◆ REQUIRED WORK:
Some lines in the entries contain the word "JSON". Copy all of them.

◆ MATERIAL FOR THIS EXERCISE:
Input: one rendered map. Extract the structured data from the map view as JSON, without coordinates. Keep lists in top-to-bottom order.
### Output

* * *

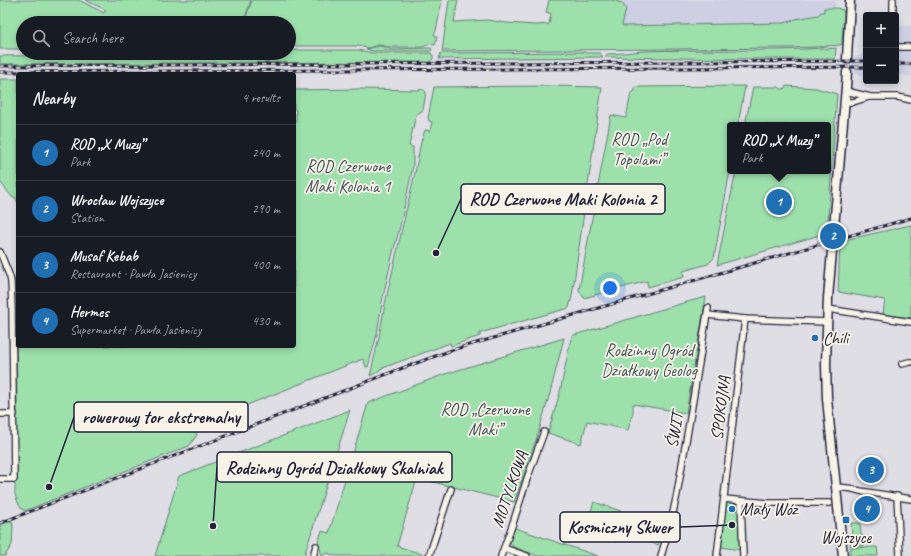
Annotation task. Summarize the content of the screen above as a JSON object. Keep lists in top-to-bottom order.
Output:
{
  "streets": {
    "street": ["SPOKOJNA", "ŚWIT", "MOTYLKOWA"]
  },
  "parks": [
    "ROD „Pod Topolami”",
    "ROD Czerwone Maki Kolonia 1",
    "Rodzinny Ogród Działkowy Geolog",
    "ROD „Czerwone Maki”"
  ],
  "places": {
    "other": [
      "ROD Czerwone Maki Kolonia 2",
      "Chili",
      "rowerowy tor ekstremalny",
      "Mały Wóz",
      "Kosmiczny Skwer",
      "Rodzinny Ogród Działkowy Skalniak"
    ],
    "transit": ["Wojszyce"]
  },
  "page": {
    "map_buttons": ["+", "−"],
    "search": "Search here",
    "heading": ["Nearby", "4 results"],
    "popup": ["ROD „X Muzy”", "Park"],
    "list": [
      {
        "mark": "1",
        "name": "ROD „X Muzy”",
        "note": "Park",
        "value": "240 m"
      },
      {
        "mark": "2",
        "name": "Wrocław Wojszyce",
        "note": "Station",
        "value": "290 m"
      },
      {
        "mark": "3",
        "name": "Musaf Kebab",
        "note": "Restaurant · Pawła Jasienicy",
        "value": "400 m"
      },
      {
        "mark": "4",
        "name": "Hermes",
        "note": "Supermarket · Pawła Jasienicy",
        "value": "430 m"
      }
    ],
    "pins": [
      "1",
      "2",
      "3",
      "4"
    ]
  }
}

◆ ANSWER SPACE:
Input: one rendered map. Extract the structured data from the map view as JSON, without coordinates. Keep lists in top-to-bottom order.
Annotation task. Summarize the content of the screen above as a JSON object. Keep lists in top-to-bottom order.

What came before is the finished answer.